BEGIN DATA EXTRACTS
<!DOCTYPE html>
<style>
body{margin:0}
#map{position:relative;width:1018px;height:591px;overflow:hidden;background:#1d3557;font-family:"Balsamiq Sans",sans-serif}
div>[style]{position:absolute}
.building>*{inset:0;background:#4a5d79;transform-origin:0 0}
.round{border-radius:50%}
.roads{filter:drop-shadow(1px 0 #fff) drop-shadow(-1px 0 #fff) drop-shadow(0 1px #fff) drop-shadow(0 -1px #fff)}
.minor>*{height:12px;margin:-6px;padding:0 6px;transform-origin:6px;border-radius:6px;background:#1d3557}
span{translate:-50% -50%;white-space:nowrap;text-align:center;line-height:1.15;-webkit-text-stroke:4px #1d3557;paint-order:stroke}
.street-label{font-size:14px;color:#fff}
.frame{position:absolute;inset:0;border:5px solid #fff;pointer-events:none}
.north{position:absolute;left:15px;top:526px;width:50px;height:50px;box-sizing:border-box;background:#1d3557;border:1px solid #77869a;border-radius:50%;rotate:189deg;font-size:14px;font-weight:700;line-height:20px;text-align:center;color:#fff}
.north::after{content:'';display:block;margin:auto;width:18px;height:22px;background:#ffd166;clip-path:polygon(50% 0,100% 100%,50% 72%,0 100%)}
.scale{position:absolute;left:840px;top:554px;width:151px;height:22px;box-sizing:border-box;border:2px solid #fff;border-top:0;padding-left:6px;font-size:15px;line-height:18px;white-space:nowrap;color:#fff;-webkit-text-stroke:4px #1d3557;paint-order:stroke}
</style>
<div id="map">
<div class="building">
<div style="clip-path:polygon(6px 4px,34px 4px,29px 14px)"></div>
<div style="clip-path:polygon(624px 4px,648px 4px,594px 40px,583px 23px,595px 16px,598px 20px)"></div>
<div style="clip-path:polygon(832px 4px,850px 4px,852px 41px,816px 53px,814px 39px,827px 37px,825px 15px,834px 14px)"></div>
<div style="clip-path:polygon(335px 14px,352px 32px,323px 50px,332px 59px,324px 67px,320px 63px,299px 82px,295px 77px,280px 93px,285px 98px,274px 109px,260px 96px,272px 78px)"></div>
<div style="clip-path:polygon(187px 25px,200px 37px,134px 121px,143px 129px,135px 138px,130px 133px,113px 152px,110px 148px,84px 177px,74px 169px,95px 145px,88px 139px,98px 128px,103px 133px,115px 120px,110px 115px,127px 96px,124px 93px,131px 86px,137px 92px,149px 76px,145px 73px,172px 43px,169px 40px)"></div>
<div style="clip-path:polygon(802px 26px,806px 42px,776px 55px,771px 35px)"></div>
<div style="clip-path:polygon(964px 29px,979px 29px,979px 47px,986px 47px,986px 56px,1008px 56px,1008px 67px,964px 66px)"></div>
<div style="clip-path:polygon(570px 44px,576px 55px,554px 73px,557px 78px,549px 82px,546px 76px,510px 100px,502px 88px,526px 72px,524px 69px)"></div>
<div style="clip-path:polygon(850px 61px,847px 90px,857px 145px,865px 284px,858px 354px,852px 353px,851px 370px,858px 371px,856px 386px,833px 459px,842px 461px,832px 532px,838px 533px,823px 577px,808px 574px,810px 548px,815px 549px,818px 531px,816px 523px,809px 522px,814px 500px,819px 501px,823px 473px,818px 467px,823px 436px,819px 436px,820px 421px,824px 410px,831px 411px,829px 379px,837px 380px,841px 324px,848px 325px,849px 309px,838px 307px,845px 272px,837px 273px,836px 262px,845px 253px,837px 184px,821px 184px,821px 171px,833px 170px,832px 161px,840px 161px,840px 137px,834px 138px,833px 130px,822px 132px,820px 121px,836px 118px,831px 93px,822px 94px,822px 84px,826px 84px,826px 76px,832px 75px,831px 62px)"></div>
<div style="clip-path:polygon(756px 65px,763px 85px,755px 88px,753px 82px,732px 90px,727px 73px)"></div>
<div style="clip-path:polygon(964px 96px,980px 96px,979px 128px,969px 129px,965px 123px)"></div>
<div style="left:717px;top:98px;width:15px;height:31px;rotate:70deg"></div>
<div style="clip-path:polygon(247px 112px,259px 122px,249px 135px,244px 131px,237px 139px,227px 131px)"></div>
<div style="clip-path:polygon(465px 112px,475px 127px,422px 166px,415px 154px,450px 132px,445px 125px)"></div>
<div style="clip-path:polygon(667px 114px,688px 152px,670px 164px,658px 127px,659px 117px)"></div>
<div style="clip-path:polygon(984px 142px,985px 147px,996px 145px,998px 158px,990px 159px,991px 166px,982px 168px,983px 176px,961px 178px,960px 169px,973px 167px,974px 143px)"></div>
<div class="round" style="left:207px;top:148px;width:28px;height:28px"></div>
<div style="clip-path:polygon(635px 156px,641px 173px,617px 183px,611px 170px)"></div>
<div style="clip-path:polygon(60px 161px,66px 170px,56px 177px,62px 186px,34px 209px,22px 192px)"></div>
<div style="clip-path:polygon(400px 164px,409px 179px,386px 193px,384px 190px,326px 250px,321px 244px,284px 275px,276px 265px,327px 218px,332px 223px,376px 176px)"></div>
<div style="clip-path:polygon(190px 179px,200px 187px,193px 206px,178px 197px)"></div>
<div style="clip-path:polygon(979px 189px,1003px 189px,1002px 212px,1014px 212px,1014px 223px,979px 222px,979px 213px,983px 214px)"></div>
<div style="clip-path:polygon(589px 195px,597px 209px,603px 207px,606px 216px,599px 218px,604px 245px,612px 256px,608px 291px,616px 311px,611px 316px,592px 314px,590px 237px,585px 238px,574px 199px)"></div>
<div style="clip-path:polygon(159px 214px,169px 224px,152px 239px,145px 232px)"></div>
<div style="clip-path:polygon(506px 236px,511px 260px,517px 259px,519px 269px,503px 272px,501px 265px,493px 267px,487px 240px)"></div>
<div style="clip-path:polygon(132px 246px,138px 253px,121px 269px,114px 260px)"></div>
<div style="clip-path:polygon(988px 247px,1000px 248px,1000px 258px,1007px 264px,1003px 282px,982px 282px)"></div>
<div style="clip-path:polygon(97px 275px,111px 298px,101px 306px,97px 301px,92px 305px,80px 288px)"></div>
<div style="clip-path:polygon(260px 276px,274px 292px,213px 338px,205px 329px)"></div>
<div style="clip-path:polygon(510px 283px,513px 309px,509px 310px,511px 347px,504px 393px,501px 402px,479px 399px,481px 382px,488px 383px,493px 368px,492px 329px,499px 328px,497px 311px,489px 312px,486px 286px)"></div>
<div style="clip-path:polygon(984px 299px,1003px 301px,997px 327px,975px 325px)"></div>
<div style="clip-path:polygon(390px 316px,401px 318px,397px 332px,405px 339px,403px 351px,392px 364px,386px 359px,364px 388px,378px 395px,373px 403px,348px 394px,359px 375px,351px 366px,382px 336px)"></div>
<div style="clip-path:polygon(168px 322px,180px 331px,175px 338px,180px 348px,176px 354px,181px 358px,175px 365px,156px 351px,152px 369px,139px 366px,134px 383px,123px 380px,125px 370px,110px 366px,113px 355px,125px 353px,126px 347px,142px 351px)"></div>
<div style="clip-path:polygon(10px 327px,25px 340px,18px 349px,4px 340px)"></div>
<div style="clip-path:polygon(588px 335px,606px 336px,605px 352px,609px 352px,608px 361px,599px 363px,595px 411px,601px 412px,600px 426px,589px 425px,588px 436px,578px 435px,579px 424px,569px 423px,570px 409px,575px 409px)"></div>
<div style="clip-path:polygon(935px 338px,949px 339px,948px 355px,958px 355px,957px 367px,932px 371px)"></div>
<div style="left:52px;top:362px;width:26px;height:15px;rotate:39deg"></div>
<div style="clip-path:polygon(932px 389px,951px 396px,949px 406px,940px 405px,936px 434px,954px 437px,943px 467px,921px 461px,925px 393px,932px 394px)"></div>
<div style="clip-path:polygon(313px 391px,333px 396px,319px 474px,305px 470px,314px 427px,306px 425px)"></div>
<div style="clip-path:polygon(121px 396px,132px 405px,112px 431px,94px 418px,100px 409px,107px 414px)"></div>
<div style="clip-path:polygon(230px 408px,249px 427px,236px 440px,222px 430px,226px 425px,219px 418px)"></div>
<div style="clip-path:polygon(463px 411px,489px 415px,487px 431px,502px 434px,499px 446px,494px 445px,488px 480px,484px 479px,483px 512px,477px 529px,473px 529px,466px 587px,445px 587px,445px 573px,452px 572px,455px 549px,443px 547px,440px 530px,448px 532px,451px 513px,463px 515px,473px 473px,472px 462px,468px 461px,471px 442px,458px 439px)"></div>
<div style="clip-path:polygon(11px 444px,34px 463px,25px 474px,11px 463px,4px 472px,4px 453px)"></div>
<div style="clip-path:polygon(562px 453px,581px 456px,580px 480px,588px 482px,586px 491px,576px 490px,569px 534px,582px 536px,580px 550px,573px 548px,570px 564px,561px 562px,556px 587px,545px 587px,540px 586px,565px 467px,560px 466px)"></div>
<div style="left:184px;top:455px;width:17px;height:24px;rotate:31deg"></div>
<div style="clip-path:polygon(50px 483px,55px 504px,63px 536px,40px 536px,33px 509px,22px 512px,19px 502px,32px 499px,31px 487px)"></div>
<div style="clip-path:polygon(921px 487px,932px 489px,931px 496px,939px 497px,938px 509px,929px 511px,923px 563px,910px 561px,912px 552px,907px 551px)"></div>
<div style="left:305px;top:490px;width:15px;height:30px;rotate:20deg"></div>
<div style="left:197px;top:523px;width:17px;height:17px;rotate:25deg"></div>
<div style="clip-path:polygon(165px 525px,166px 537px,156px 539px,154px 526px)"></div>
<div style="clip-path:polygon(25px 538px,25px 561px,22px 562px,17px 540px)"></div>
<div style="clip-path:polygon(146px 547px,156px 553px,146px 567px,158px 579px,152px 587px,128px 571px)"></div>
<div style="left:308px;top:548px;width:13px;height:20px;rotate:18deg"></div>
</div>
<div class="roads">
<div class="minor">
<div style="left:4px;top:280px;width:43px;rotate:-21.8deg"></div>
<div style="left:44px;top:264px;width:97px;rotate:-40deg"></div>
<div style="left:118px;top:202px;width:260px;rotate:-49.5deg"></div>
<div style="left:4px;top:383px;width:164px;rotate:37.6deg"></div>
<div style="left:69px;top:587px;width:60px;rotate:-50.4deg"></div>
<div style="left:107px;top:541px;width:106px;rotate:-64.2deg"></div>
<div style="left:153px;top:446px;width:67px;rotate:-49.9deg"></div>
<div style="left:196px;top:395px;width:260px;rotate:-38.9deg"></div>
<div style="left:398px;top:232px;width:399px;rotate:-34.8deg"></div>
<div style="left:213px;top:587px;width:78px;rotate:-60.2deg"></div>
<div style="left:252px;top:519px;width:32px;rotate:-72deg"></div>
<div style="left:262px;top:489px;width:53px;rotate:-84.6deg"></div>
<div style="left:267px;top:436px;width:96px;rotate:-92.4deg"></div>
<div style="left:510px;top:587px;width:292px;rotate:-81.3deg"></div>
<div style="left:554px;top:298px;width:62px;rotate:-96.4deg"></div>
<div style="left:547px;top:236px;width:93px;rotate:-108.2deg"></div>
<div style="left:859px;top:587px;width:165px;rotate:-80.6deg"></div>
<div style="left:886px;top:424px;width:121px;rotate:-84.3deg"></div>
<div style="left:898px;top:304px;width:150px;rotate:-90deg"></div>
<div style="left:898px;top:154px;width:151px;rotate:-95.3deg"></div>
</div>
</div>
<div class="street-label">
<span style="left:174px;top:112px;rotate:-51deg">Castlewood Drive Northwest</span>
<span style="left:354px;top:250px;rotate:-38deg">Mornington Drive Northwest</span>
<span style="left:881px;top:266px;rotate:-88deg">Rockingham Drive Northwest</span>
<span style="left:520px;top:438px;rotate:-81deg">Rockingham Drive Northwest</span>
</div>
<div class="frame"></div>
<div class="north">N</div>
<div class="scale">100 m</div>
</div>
END DATA EXTRACTS
* [DIRECTIONS]: Begin at the first line of the records above and restate each line word for word, stopping after the line with "0 #fff) drop-shadow(-1px".

* [PROBLEM SOLUTION]:
<!DOCTYPE html>
<style>
body{margin:0}
#map{position:relative;width:1018px;height:591px;overflow:hidden;background:#1d3557;font-family:"Balsamiq Sans",sans-serif}
div>[style]{position:absolute}
.building>*{inset:0;background:#4a5d79;transform-origin:0 0}
.round{border-radius:50%}
.roads{filter:drop-shadow(1px 0 #fff) drop-shadow(-1px 0 #fff) drop-shadow(0 1px #fff) drop-shadow(0 -1px #fff)}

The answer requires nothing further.